There are these six classes of feeling: feeling born of eye-contact, feeling born of ear-contact, feeling born of nose-contact, feeling born of tongue-contact, feeling born of body-contact, feeling born of mind-contact. — MN 9 translated by Bhikkhus Nanamoli and Bodhi

Still in the field of sense information, here we are being asked to look at what feelings arise in response to the contact through the senses. It is at the moment of contact and with the rapid arising of feeling in response to that contact that we have our earliest opportunity to stop the whole process.

In other suttas, feeling is described in a way that is more like our modern definitions: as feelings of pleasure, pain, or neither of those. This gives us information about what sorting we are doing that is more useful to us in seeing what is going on than just “feeling that results from contact with a sense”. Even so, this is still telling us what to look at, but not how it fits into the process that is being described. We look and see pleasure, or pain, or that we don’t care about what our senses just came into contact with — so what?
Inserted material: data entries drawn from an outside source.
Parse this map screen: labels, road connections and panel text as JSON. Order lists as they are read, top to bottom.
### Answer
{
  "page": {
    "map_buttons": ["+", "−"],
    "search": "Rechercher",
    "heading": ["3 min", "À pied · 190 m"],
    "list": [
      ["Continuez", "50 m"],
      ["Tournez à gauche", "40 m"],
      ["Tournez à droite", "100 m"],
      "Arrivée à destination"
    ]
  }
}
The answer to that question is provided by observing the larger picture — where have we just come from (the effects of sankhara’s drives) and where does the process lead? Fortunately this middle portion of the chain of events has been well-interpreted over the years as being the way our encounters with the world lead us into having opinions about things — we’ll see why this is clear in the next couple of steps — but it is important to notice that the usual descriptions of each link don’t describe what is happening, but what to look at to see what is happening. This is even true of noticing what our experience of contact is: we sort it, but why do we sort it? What is the basis of our categories? That information has been provided by the earlier sections, so it is not what is discussed in the link itself. The driving force comes from the links before this; they plant the seed in this field. Without that seed, what grows in this field will not be whatever produces dukkha.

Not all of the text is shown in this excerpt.